Puis, dans un deuxième communiqué publié peu de temps avant le premier déconfinement, le ton change, et se fait déjà plus polémique. Les auteurs font preuve de plus de colère et de panique en considérant l’avenir proposé par le gouvernement au monde associatif.
Alors qu’on annonce de « possibles mesures de réduction budgétaire compte tenu des coûts engendrés par la crise », les auteurs soulignent que « le tissu associatif, sur lequel les pouvoirs publics sont bien heureux de s’appuyer dès qu’il s’agit de répondre aux difficultés, se retrouve fortement fragilisé. Cela n’est pas acceptable ! ».
L’indignation se poursuit : « Combien de temps encore les pouvoirs publics encenseront-t-ils les associations dans les discours, tout en les négligeant dès qu’il s’agit de prendre des mesures économiques ? ».
Pour terminer, un appel est alors adressé directement au gouvernement : « Les citoyens ne cessent d’exprimer leur soutien à ces acteurs de proximité et de solidarité. Il serait grand temps que le Gouvernement donne enfin à la vie associative la place qui lui revient dans son agenda. ».
Cette colère est tempérée dans leur communiqué le plus récent publié en Septembre. Ici, le M.A. exprime une certaine gratitude envers un gouvernement qui semble avoir enfin entendu certains de ses appels au secours.
« Dans le plan de relance présenté par le Premier Ministre, Le Mouvement Associatif constate la prise en compte du rôle des associations et de leurs apports à la société dans différents domaines-clé des politiques publiques, mais déplore l’absence de soutien global à la sauvegarde et au développement de la vie associative. »
Pour autant, la négociation semble loin d’être terminée, et les bons rapports entre le gouvernement et les associations restent tendus. En témoigne d’ailleurs la tribune actuelle du Mouvement, écrite en Juin et disponible sur leur site, qui critique frontalement le modèle néolibéral et ses conséquences atrophiantes sur les milieux associatifs.
En effet, si lors de la crise sanitaire : « le tissu associatif qui maille le territoire national prouve à nouveau son rôle essentiel pour la résilience de notre société », « ces enseignements devront être au cœur non seulement du plan de relance de l’activité, mais des choix fondamentaux de société qu’il nous faudra faire dans les mois et les années à venir. »
Comment ? « D’abord, en mettant fin aux tendances qui, depuis plus de 30 ans, ont significativement affaibli les valeurs de l’Etat providence, conduit au recul des services publics et à la marchandisation croissante des biens communs, et réduit drastiquement les financements publics des initiatives associatives. Le tout marchand, même responsabilisé ne peut être une perspective soutenable, et l’économie de marché elle-même ne pourra y trouver son propre intérêt sur le long terme. Il faudra sans doute sortir du New Public management qui ne juge de la qualité d’une politique publique que sous l’angle de son moindre coût budgétaire. ».

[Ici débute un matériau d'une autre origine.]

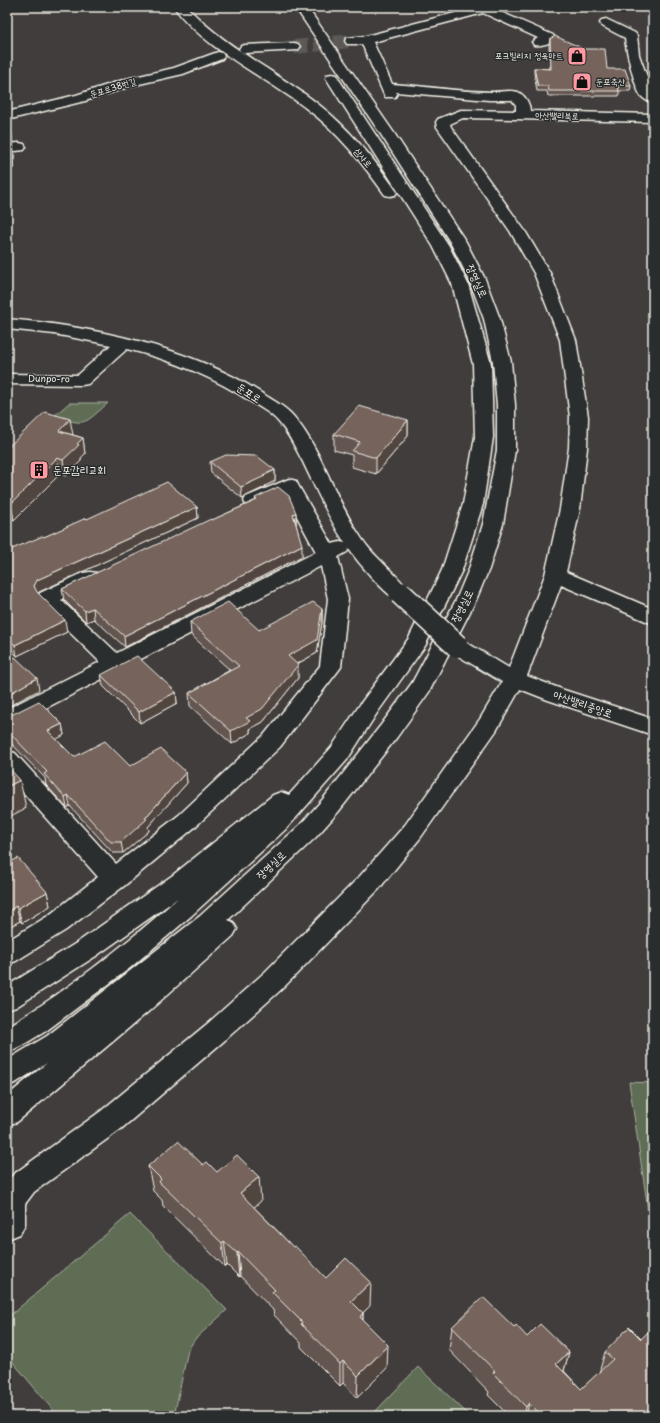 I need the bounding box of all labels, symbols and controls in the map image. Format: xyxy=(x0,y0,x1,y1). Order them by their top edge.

Leur position est claire : il y a un problème de fond dans la vision du gouvernement en place, qui ne sera remédié que par une réévaluation des priorités économiques et sociales. La disparition progressive de l’Etat-providence et la financiarisation de toutes choses met en danger la vie associative et ses vertus.
Face à cette revendication venue d’un monde associatif à bout de souffle et face au mécontentement des citoyens ayant répondu seuls aux défis de la crise sanitaire, il est clair que Marlène Schiappa a dû innover. Son dispositif, mêlant système de prime, subvention publique et héroïsation d’acteurs individuels, essaie le plus probablement d’y répondre.
Elle le fait de deux manières : en dissolvant les tensions sur le plan des représentations, et en divisant les acteurs « solidaires » sur le plan matériel. En effet, en « valorisant » après coup le travail exceptionnel fourni par les « prodiges » et par les associations, le gouvernement dissout toute tension entre ses membres et les citoyens dans une unité idéelle (ou magique), « La République ».
En créant un système de compétition entre les individus où chacun voudra être élu « le plus » solidaire, entre les associations où chacune prétendra mériter plus qu’une autre les 500€ disponibles, le dispositif va créer, pour ceux qui se prennent au jeu, de la division entre les individus exemplaires et les associations éligibles.
Le « cercle vertueux de citoyenneté » que promeut Schiappa se révèlera surtout comme un évènement créateur de dissension et de jalousie parmi ceux qui essaient aujourd’hui de s’unir contre un gouvernement qui méprise les responsabilités sociales de l’Etat.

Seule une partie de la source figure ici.